Jupyter Notebooks

Introduction

Anaconda's distribution of Python claims to be the most popular platform for data science and machine learning. It supports a lot of packages and has tools to easily manage these packages and environments. Some of its advantages include

  • Ease of managing packages, dependences and environments using Conda

  • Support for machine learning and deep learning models with scikit-learn, TensorFlow, and Theano

  • Integration Dask, NumPy, pandas, and Numba for scalability

  • Support for visualization and analysis tools such as Matplotlib, Bokeh, Datashader, and Holoviews

Below, we will describe how to run Anaconda's version of Python on the CofC cluster using Jupyter Notebooks. You will start a Jupyter notebook server on a compute node from the command line and connect to your notebook using a local browser of your workstation/laptop. This documentation is based on an example at Harvard's HPC FAS-RC

General steps

Below are the steps involved in being able to run a Python notebook on our HPC using Anaconda Jupyter Notebooks

  1. First time set up

    1. Load the Anaconda environment. We have different anaconda2 and anaconda3 versions. It is best to use the latest one as long as there are no compatibility issues with the packages/libraries you intend to install and run.

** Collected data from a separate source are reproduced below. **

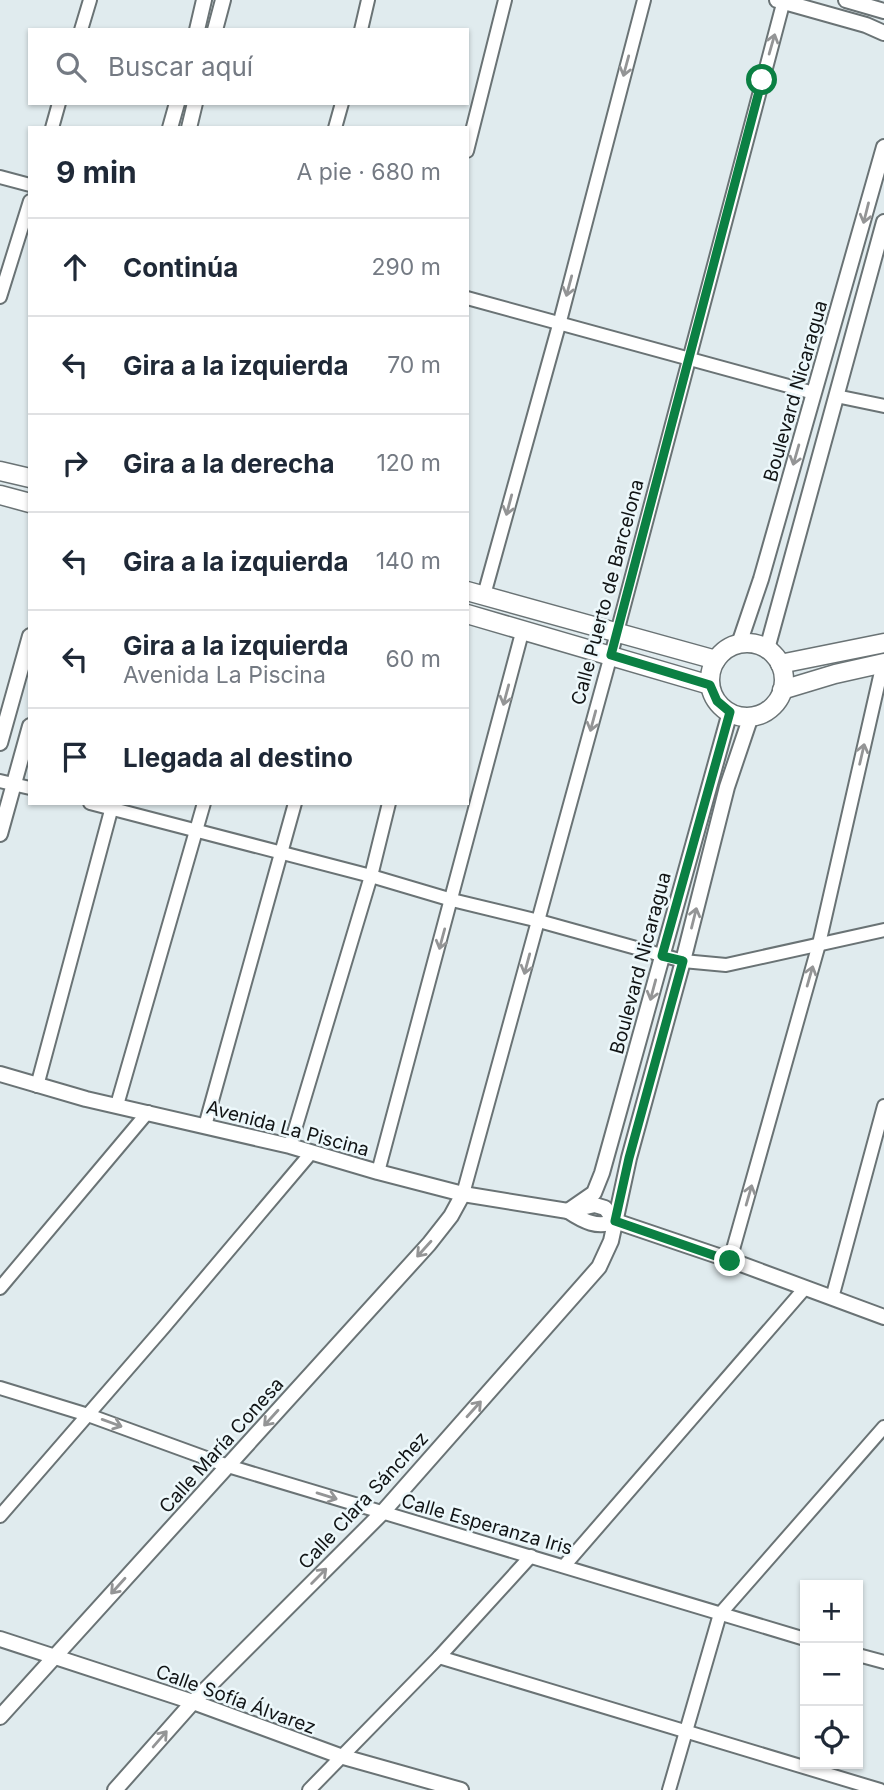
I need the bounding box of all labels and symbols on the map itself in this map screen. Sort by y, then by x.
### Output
one-way arrow [766,34,779,56]
one-way arrow [619,55,632,77]
route start [746,64,777,95]
one-way arrow [859,201,872,224]
one-way arrow [562,274,575,297]
street label: Boulevard Nicaragua [759,298,832,484]
one-way arrow [789,444,802,466]
street label: Calle Puerto de Barcelona [566,477,649,707]
one-way arrow [502,494,515,516]
one-way arrow [499,683,512,706]
one-way arrow [586,709,599,732]
one-way arrow [856,743,870,766]
street label: Boulevard Nicaragua [605,870,676,1057]
one-way arrow [688,907,701,930]
one-way arrow [435,927,448,950]
one-way arrow [519,953,532,975]
one-way arrow [804,965,817,987]
one-way arrow [645,979,658,1001]
street label: Avenida La Piscina [204,1096,372,1161]
one-way arrow [743,1184,756,1206]
one-way arrow [416,1240,432,1258]
route end [714,1245,745,1276]
street label: Calle María Conesa [154,1373,288,1518]
one-way arrow [466,1401,482,1419]
one-way arrow [263,1409,280,1426]
one-way arrow [100,1418,122,1431]
street label: Calle Clara Sánchez [294,1427,433,1574]
street label: Calle Esperanza Iris [399,1489,575,1560]
one-way arrow [316,1491,338,1504]
one-way arrow [310,1567,327,1584]
one-way arrow [110,1577,127,1594]
street label: Calle Sofía Álvarez [153,1659,319,1739]
one-way arrow [152,1730,168,1748]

      1. Create the kernel/environment you need. For example, you can install Python2 or Python3, or Haskell or Julia or R ...etc environments depending on what codes you intend to use

    2. Since your anaconda environment is contained locally in your account (~/.conda) , you can install or uninstall these environments and any packages within them as necessary. You do not need a system administrator's permission or input to manage these environments.

  2. Running applications

    1. Once you have the anaconda environment you need, you can

      1. load the anaconda2/anaconda3 module,

      2. activate the environment of choice

      3. start an interactive SLURM session to reserve a compute resource

      4. set up SSH port forwarding between the compute resource and your local computer (laptop/desktop)

      5. start a Jupyter Notebook

      6. access the Jupyter Notebook via your web browser on your local computer.

      7. run your notebook on the HPC as if it were on your local computer.

These steps may look complicated, but we have scripts that make everything easier. Everyone needs to go through the first time set up step below. After that, there is an easier way to run calculations using scripts, or a more involved way which outlines the actual steps that are incorporated into the scripts.

First time set up

The first time you use Anaconda and its distribution of Python/R, you need to perform the following tasks on the master/head node.

Anaconda versions

See what versions of Anaconda are available

$user@hpc[~]:    module spider anaconda

---------------------------------------------------------------------
    anaconda/3:
--------------------------------------------------------------------------------------------------------------------------------------------------------------------------------------------------------------------------------------------------------------------------------------------------------------------------
     Versions:
        anaconda/3/2019.03
        anaconda/3/2019.10
        anaconda/3/2020.02
----------------------------------------------------------------------

    This module can be loaded directly: module load anaconda2/2019.03

----------------------------------------------------------------------
    anaconda/2: anaconda/2/2019.03
--------------------------------------------------------------------------------------------------------------------------------------------------------------------------------------------------------------------------------------------------------------------------------------------------------------------------

    This module can be loaded directly: module load anaconda/2/2019.03

If you plan to run Python3 notebooks, load up the anaconda/3 module.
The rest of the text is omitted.